Quelque 5 millions de Béninois sont appelés aux urnes, dimanche, pour des élections législatives inédite dans le pays depuis l'avènement du multipartisme : aucune liste d'opposition n'y participe. Au terme d'une campagne qui a vu monter les tensions politiques, les craintes de perturbations du scrutin, voire de violences, sont réelles.


Le déroulement pacifique du vote de ce dimanche 28 avril est un enjeu majeur, tout comme le taux de participation des électeurs. Ces derniers, environ 5 millions, sont tiraillés entre les consignes de vote et appels au civisme des partis de la mouvance et les appels au boycott lancés par l’opposition, qui a tenté en vain de faire stopper un processus électoral dont elle a été exclue.

Craintes de violences

À deux jours du scrutin, les craintes de voir des violences éclater lors des opérations de vote se font insistantes.
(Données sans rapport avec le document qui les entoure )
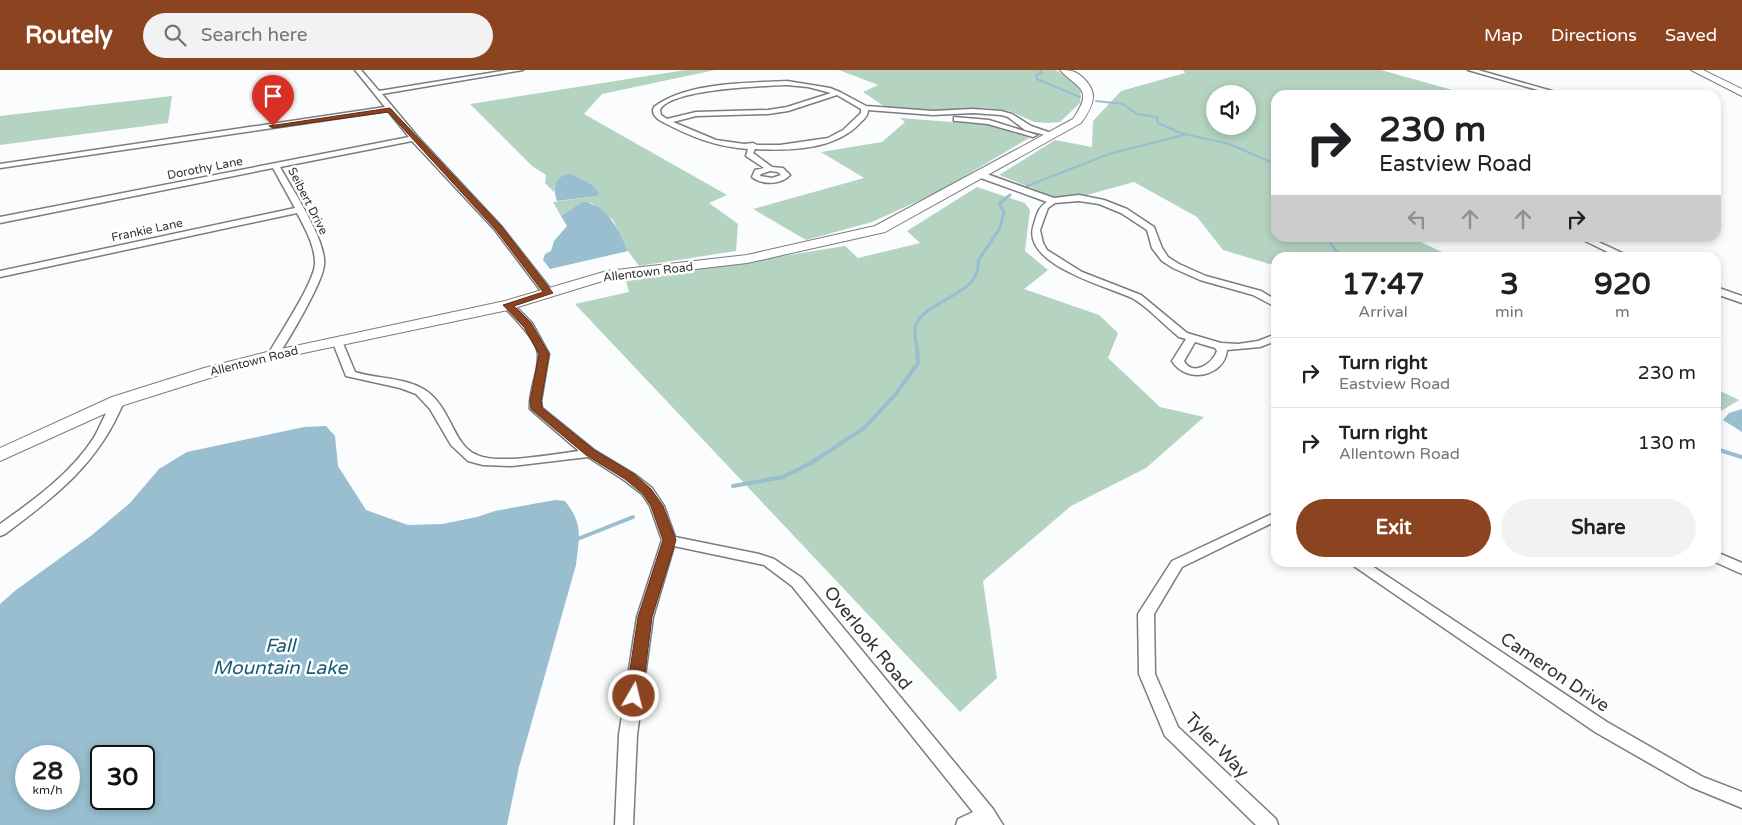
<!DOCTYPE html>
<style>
body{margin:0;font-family:"Varela Round",sans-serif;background:#f2f2f2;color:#202124;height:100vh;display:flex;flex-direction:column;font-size:19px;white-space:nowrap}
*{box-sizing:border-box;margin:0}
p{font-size:16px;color:#757577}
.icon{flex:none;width:28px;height:28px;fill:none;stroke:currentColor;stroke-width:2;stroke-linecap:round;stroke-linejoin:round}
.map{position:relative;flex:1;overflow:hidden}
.sheet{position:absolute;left:1271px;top:182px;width:450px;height:315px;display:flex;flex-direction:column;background:#fff;border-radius:15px;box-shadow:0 2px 8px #0003}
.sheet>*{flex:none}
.banner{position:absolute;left:1271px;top:20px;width:450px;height:152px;border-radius:15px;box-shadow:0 2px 8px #0003;background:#fff;color:#202124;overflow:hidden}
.fabs{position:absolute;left:1206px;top:15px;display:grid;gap:10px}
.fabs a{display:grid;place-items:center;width:50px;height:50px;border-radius:50%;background:#fff;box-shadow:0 2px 8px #0003;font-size:25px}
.speed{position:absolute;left:15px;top:675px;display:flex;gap:10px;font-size:25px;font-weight:700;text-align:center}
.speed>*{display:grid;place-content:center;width:65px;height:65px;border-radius:50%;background:#fff;box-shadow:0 2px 8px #0003;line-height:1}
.speed small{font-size:12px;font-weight:400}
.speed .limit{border:2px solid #111;border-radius:8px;background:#fff;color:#111}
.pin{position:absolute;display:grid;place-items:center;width:42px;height:42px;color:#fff;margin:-51px -21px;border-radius:50% 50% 50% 0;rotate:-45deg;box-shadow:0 0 5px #0007}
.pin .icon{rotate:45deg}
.me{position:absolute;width:55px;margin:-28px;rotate:8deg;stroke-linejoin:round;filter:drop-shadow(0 0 4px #0008)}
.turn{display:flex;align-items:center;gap:18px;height:105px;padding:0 25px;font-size:22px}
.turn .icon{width:65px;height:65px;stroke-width:2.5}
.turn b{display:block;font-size:35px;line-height:42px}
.lanes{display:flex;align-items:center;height:48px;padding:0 25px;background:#0003;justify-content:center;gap:25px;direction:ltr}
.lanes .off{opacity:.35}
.eta{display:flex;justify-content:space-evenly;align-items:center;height:85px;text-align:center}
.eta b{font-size:30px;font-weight:700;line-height:35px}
.button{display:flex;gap:10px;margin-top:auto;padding:10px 25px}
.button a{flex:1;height:58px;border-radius:30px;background:#8b441f;color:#fff;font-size:20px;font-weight:700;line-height:58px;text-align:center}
.button a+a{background:#f2f2f2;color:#202124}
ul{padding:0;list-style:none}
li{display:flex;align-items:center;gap:15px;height:70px;padding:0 25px;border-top:1px solid #e0e0e0}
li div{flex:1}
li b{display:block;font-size:19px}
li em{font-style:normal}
header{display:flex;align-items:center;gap:30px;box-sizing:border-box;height:70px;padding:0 25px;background:#8b441f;color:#fff}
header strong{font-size:24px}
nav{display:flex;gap:28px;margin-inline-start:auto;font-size:18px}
.search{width:350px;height:45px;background:#f2f2f2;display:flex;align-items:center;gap:12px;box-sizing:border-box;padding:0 18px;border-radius:28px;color:#757577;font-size:19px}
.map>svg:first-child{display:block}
</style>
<header>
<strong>Routely</strong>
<div class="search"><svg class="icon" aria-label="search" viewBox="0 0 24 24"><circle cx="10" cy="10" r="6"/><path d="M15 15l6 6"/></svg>Search here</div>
<nav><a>Map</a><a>Directions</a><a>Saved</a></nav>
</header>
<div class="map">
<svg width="1742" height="755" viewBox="0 0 1742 755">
<rect width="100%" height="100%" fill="#fafcfe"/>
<!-- green -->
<g fill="#b4d3c1" fill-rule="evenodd">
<path d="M 685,0 L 715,0 L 602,24 L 584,44 L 727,125 L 709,133 L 738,154 L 736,181 L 639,196 L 628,181 L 613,150 L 592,133 L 580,133 L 561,146 L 553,132 L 597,126 L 556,113 L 554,122 L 545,113 L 546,105 L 532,96 L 470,34 Z"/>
<path d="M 839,0 L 1055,0 L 1067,6 L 1081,18 L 1080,33 L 1060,52 L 1049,53 L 1034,52 L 1010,41 L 984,38 L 933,40 L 885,37 L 863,22 L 878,15 Z"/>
<path d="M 1183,0 L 1381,0 L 1456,21 L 1444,25 L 1276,25 L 1276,168 L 1412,168 L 1453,187 L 1276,188 L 1276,196 L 1223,180 L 1197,147 L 1134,112 L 1083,126 L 1054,127 L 999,105 L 1055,70 L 1092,77 L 1093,51 L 1121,21 L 1185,3 ZM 1215,24 L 1248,24 L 1248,56 L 1215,56 Z"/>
<path d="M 172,26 L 168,53 L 0,75 L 0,46 Z"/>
<path d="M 900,48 L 989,55 L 1029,68 L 938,122 L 872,152 L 806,170 L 753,139 L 864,108 L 821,82 L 882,72 L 905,52 Z"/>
<path d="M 977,117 L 1025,133 L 1030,140 L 1025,181 L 1048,200 L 1024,219 L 1099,245 L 1118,263 L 1108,288 L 1160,337 L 1204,347 L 1146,398 L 1071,436 L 983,511 L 997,608 L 960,642 L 575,234 L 629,222 L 626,211 L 845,176 L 858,188 L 920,173 L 907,161 Z"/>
<path d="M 1716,319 L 1739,330 L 1716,344 Z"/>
</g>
<!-- water -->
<g fill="#98becf" fill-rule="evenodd">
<path d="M 571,104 L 592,115 L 599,123 L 597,126 L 557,131 C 552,118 555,105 571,104 Z"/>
<path d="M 584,132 C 608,135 619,161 628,181 L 550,199 L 543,190 L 545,184 L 551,181 L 554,171 L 567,156 L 561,146 L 580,133 Z"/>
<path d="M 1742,339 L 1742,362 L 1723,350 L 1729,343 Z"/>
<path d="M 326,356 L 335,366 L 338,396 L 366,440 L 408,455 L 442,454 L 477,447 L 495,441 L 555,430 L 565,431 C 584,455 579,467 576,495 L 519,697 L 507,755 L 0,755 L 0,534 L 16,520 L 92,465 L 130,433 L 159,399 L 187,382 L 304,357 ZM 26,686 L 69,686 L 69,729 L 26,729 ZM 101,686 L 144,686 L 144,729 L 101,729 Z"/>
</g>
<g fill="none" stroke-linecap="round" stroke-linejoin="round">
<!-- stream-far2 -->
<g stroke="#98becf" stroke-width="2">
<path d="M 1040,0 L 1042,3 L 1036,5 L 1037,9 L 1080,27"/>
<path d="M 1096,31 L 1123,34 L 1137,44 L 1157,47 L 1158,53 L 1180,63 L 1229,74 L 1276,94"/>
<path d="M 1027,116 L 1109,84 L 1184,65"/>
</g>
<!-- stream-far1 -->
<g stroke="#98becf" stroke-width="3">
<path d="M 1327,168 L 1341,188"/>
<path d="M 917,278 C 916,272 913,261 916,255 C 926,229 982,225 978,191 L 1000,158 L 1004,142 L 999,134 L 1010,125"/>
</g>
<!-- stream -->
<g stroke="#98becf" stroke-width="4">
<path d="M 1716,379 L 1742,387"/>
<path d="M 733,416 L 783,407 L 811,393 L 864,358 L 895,325 L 918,293 L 917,277"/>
<path d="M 575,470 L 633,447"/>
</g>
<defs>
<g id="street">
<path d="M 355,0 L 361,0 L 379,21 L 508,0 L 523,0 L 382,24 L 417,66 L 501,156 L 552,221 L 552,225 L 544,225 L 495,160 L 412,71 L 280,97 C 292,119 327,171 324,195 C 323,212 288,271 277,287 L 273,288 L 268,285 C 278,266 315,212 315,193 C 315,176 305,158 297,143 L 0,207 L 0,201 L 295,138 L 273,98 L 0,153 L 0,147 L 409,67 L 388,41 L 0,98 L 0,94 L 385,37 Z"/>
<path d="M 1468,0 L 1478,0 L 1566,25 L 1555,25 Z"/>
<path d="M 787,11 L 830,18 L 840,22 L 866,36 L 933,41 L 973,39 L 1001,41 L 1012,44 L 1031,56 L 1057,65 L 1053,67 L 1025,60 L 1008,47 L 1001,45 L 973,43 L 933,45 L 868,40 C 868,46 864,49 860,53 C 835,80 790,81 755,79 L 753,83 L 772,97 L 783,98 L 790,105 C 781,115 762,115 752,107 L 755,100 L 764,98 L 746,86 L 748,79 C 716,77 689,66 661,51 C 656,48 651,43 654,37 C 686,12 748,13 787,11 ZM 787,15 L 808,17 L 831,23 L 787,37 L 768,40 L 696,42 L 667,49 L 661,45 L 660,40 C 670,19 763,16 787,15 ZM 837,25 L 861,39 L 861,43 L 843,60 L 828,68 L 780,75 L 757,75 L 753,73 L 744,74 L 716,70 L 673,52 L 696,46 L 768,44 L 788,41 ZM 770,101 L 778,102 L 781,105 L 772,108 L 760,106 L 761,104 Z"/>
<path d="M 954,47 L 989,50 L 1037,65 L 1033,67 L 988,54 L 957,51 L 954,51 Z"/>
<path d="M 978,103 L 984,103 L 1054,128 L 1079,125 L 1104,130 L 1127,139 L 1154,157 L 1162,178 L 1168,187 L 1179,194 L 1206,206 L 1261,221 L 1276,230 L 1276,237 L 1253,225 L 1200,210 L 1173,198 L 1162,191 L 1152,178 L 1147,160 L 1121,143 L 1099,134 L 1079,131 L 1055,133 L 1048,138 L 1040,160 L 1043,173 L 1047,180 L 1082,202 L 1141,225 L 1187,263 L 1221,273 L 1238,274 L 1258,271 L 1276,264 L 1276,271 L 1260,277 L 1227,280 C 1225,306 1187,315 1172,291 L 1186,269 L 1179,267 C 1165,256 1147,236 1132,228 C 1106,216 1019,194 1034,154 C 1037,145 1038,137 1047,132 L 978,107 ZM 1195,272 L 1215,278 L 1217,281 C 1212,294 1193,307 1184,291 Z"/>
<path d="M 1579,168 L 1590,168 L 1633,188 L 1620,188 Z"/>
<path d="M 1716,217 L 1742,226 L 1742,233 L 1716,224 Z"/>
<path d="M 508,232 L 512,233 L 532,253 L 549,284 L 541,331 L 542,338 L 594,380 L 634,404 L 652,418 L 664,436 L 675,467 L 759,484 L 774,489 L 802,508 L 993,739 L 1003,755 L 956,755 L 958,749 L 973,742 L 792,516 L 764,495 L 674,476 L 653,547 L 637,665 L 633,755 L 615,755 L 619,665 L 637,547 L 662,470 L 650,436 L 642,424 L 624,410 L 588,387 L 512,396 L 483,395 L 468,391 L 451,375 L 430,339 L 416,324 L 400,318 L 346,306 L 333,273 L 338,270 L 342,271 L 355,302 C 377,309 404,307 425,320 C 441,330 449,351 458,367 C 462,374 469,382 477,385 C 499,395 554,384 579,381 L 530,339 C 528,321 539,303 538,285 C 538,270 512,247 503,235 Z"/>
<path d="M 118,327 L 124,331 C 100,392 56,426 5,464 L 0,466 L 0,454 C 34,430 70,404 93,369 C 99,361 110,329 118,327 Z"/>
<path d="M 1276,442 L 1276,451 L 1182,497 L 1154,544 L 1155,604 L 1178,657 L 1276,749 L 1278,755 L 1256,755 L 1165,666 L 1139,604 L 1138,544 L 1172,491 Z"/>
<path d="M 1716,482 L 1742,493 L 1742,504 L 1715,492 Z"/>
<path d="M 1348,492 L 1366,492 L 1607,652 L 1703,707 L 1742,722 L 1742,738 L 1691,717 L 1595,662 Z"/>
</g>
<g id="secondary">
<path d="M 1060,0 C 1064,0 1069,0 1072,1 C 1082,4 1094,17 1093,28 C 1092,37 1086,46 1081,53 L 885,162 L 747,193 L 609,209 L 508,240 L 275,289 L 216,306 L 124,335 L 0,391 L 0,378 L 112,327 L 204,298 L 267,282 L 505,231 L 607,201 L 747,185 L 875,156 L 1073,49 C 1094,18 1079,20 1060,0 Z"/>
<path d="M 1691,0 L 1703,0 L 1742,19 L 1742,26 Z"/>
</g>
</defs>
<!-- street casing -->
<use href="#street" stroke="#7b7c7e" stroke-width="3"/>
<!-- secondary casing -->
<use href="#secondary" stroke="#7b7c7e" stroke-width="2"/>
<!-- street -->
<use href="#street" fill="#fff" fill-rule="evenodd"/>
<!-- secondary -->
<use href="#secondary" fill="#fff" fill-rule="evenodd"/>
</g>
<!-- route -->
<path fill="#8b441f" stroke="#5a2c14" d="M 390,38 L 501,156 L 553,223 L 514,236 L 531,253 L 549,284 L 541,331 L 542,338 L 594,380 L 634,404 L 651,419 L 663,436 L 676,470 L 652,547 L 642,626 L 639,630 L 634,632 L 629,630 L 626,626 L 638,547 L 663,470 L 651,436 L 643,424 L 625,409 L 586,385 L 531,339 L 530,331 L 539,284 L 524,257 L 503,235 L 543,222 L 496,160 L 388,42 L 273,58 L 269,56 Z"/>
<g text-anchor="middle" stroke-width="5" stroke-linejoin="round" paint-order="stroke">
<!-- far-street labels -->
<g font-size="12" fill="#323334" stroke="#fff">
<text transform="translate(205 98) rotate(-11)" y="4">Dorothy Lane</text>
<text transform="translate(308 131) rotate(63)" y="4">Seibert Drive</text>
<text transform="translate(147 160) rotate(-12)" y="4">Frankie Lane</text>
<text transform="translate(648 202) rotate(-7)" y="4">Allentown Road</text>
<text transform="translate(254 291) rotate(-14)" y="4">Allentown Road</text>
</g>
<!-- near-street labels -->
<g font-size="18" fill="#323334" stroke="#fff">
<text transform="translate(868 568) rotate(51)" y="6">Overlook Road</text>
<text transform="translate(1555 602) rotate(34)" y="6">Cameron Drive</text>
<text transform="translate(1217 675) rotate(46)" y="6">Tyler Way</text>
</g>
<!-- near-water labels -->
<g font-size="19" font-style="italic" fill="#155c74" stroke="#fff">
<text x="280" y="582">Fall<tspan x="280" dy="22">Mountain Lake</tspan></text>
</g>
</g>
</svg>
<div class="fabs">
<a><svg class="icon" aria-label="sound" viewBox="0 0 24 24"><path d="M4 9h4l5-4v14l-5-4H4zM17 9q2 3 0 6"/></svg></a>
</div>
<div class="speed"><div>28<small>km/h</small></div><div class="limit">30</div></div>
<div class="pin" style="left:273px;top:56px;background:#d93025"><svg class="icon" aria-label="arrive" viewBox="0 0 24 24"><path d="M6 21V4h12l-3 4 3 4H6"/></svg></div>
<svg class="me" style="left:634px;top:626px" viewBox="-20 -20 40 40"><circle r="17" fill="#8b441f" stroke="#fff" stroke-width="3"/><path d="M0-11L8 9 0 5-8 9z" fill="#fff"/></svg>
<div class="banner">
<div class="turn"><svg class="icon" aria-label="right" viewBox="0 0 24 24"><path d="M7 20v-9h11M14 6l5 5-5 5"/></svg><div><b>230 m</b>Eastview Road</div></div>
<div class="lanes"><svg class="icon off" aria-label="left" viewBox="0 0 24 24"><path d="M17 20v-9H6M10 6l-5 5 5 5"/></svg><svg class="icon off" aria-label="ahead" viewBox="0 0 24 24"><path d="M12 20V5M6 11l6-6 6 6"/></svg><svg class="icon off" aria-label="ahead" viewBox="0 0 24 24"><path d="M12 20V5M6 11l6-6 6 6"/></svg><svg class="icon" aria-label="right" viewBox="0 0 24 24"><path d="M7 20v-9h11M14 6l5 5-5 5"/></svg></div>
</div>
<section class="sheet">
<div class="eta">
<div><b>17:47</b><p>Arrival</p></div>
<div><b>3</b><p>min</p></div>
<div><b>920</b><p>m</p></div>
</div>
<ul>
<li><svg class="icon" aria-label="right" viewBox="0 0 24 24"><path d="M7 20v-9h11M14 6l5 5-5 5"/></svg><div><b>Turn right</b><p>Eastview Road</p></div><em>230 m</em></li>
<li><svg class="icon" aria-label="right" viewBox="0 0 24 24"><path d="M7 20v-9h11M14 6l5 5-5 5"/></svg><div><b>Turn right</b><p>Allentown Road</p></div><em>130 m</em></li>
</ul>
<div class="button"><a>Exit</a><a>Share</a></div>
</section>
</div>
Et les consignes de sécurité diffusées par plusieurs représentations diplomatiques à leurs ressortissants et personnels – dont celles du Nigeria, des États-Unis ou encore de la France – sont vues par certains comme autant d’« indices de violences électorales à venir », estiment les plus inquiets.

« Il est rappelé à tout le personnel des Nations unies en poste ou en mission au Bénin que toutes les missions de terrain sur toute l’étendue du territoire national sont suspendues pendant la période allant du jeudi 25 avril au mercredi 1er mai 2019 inclus », a ainsi prévenu le coordonnateur résident du système des Nations unies, Siaka Coulibaly. « Une précaution habituelle », tempère une source onusienne.

Il y a dix jours, déjà, la Conférence épiscopale du Bénin a exhorté les uns et les autres à «user de leurs prérogatives pour préserver à tout prix la paix et l’unité nationale par l’organisation d’élections législatives inclusives », dans un message intitulé « La paix, une fleur fragile ».

L’opposition n’a pas obtenu le report de l’élection


L'ex président béninois Yayi Boni lors d'une conférence de presse à l'Élysée le 10 novembre 2015. © Francois Mori/AP/SIPA

''S’ENTÊTER, C’EST DÉTRUIRE NOTRE HÉRITAGE DÉMOCRATIQUE, DÉCRÉDIBILISER ET ISOLER NOTRE PAYS AU PLAN INTERNATIONAL''

En cause, une tension qui est allée crescendo, ces derniers semaines. Jusqu’aux derniers jours de la campagne, l’opposition a tenté de se faire entendre. En organisant des manifestations de « résistance » à ce qu’elle dénonce comme une dérive autoritaire du pouvoir, d’abord, à l’image de celle du 19 avril.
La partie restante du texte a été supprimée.